= Saved entries =
•••••

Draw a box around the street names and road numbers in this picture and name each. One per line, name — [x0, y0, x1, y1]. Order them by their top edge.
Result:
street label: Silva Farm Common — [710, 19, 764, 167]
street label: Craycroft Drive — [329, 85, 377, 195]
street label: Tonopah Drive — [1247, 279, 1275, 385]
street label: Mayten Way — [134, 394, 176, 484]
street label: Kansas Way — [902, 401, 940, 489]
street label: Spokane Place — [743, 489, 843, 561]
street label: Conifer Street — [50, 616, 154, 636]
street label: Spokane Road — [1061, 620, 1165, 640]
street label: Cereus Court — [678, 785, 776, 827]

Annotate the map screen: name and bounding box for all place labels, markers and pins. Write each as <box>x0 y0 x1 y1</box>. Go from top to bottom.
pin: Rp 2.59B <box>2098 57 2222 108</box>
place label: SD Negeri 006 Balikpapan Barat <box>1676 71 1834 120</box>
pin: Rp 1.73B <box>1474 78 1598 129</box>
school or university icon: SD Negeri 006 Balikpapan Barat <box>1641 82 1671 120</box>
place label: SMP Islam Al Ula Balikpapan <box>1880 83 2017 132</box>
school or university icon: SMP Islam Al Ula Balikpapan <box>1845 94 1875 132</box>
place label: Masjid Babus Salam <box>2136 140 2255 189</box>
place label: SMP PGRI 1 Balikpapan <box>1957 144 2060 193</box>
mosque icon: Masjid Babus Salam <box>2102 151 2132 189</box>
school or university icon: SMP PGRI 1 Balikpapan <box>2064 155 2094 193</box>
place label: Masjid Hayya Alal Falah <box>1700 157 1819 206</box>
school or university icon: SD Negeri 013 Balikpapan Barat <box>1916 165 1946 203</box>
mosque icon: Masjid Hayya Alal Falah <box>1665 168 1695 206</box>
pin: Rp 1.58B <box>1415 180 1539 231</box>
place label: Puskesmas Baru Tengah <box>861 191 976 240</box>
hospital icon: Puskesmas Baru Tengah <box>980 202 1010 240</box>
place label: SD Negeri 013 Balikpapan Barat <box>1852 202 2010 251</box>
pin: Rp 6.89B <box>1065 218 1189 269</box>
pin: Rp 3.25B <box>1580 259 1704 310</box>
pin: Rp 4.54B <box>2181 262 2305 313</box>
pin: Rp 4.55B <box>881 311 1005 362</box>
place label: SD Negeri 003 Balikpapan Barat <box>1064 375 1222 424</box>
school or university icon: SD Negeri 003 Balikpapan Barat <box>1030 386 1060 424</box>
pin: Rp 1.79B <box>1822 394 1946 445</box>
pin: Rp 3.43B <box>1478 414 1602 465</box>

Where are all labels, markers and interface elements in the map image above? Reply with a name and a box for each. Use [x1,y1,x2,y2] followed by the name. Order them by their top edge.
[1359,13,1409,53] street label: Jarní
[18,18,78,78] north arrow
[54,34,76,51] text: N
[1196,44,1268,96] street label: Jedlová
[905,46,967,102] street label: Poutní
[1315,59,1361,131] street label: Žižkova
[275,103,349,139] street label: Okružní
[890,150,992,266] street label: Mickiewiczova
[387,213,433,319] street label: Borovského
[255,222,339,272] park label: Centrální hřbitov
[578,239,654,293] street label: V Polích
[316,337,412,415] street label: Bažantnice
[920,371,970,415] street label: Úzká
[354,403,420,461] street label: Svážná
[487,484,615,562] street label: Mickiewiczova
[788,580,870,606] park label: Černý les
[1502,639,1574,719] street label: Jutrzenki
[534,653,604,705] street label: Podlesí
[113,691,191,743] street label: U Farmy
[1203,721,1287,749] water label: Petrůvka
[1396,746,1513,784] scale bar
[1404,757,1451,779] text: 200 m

•••••

Write the data out again. Match it exactly.

Draw a box around the street names and road numbers in this picture and name each. One per line, name — [x0, y0, x1, y1]. Order them by their top edge.
Result:
street label: Silva Farm Common — [710, 19, 764, 167]
street label: Craycroft Drive — [329, 85, 377, 195]
street label: Tonopah Drive — [1247, 279, 1275, 385]
street label: Mayten Way — [134, 394, 176, 484]
street label: Kansas Way — [902, 401, 940, 489]
street label: Spokane Place — [743, 489, 843, 561]
street label: Conifer Street — [50, 616, 154, 636]
street label: Spokane Road — [1061, 620, 1165, 640]
street label: Cereus Court — [678, 785, 776, 827]

Annotate the map screen: name and bounding box for all place labels, markers and pins. Write each as <box>x0 y0 x1 y1</box>. Go from top to bottom.
pin: Rp 2.59B <box>2098 57 2222 108</box>
place label: SD Negeri 006 Balikpapan Barat <box>1676 71 1834 120</box>
pin: Rp 1.73B <box>1474 78 1598 129</box>
school or university icon: SD Negeri 006 Balikpapan Barat <box>1641 82 1671 120</box>
place label: SMP Islam Al Ula Balikpapan <box>1880 83 2017 132</box>
school or university icon: SMP Islam Al Ula Balikpapan <box>1845 94 1875 132</box>
place label: Masjid Babus Salam <box>2136 140 2255 189</box>
place label: SMP PGRI 1 Balikpapan <box>1957 144 2060 193</box>
mosque icon: Masjid Babus Salam <box>2102 151 2132 189</box>
school or university icon: SMP PGRI 1 Balikpapan <box>2064 155 2094 193</box>
place label: Masjid Hayya Alal Falah <box>1700 157 1819 206</box>
school or university icon: SD Negeri 013 Balikpapan Barat <box>1916 165 1946 203</box>
mosque icon: Masjid Hayya Alal Falah <box>1665 168 1695 206</box>
pin: Rp 1.58B <box>1415 180 1539 231</box>
place label: Puskesmas Baru Tengah <box>861 191 976 240</box>
hospital icon: Puskesmas Baru Tengah <box>980 202 1010 240</box>
place label: SD Negeri 013 Balikpapan Barat <box>1852 202 2010 251</box>
pin: Rp 6.89B <box>1065 218 1189 269</box>
pin: Rp 3.25B <box>1580 259 1704 310</box>
pin: Rp 4.54B <box>2181 262 2305 313</box>
pin: Rp 4.55B <box>881 311 1005 362</box>
place label: SD Negeri 003 Balikpapan Barat <box>1064 375 1222 424</box>
school or university icon: SD Negeri 003 Balikpapan Barat <box>1030 386 1060 424</box>
pin: Rp 1.79B <box>1822 394 1946 445</box>
pin: Rp 3.43B <box>1478 414 1602 465</box>

Where are all labels, markers and interface elements in the map image above? Reply with a name and a box for each. Use [x1,y1,x2,y2] followed by the name. Order them by their top edge.
[1359,13,1409,53] street label: Jarní
[18,18,78,78] north arrow
[54,34,76,51] text: N
[1196,44,1268,96] street label: Jedlová
[905,46,967,102] street label: Poutní
[1315,59,1361,131] street label: Žižkova
[275,103,349,139] street label: Okružní
[890,150,992,266] street label: Mickiewiczova
[387,213,433,319] street label: Borovského
[255,222,339,272] park label: Centrální hřbitov
[578,239,654,293] street label: V Polích
[316,337,412,415] street label: Bažantnice
[920,371,970,415] street label: Úzká
[354,403,420,461] street label: Svážná
[487,484,615,562] street label: Mickiewiczova
[788,580,870,606] park label: Černý les
[1502,639,1574,719] street label: Jutrzenki
[534,653,604,705] street label: Podlesí
[113,691,191,743] street label: U Farmy
[1203,721,1287,749] water label: Petrůvka
[1396,746,1513,784] scale bar
[1404,757,1451,779] text: 200 m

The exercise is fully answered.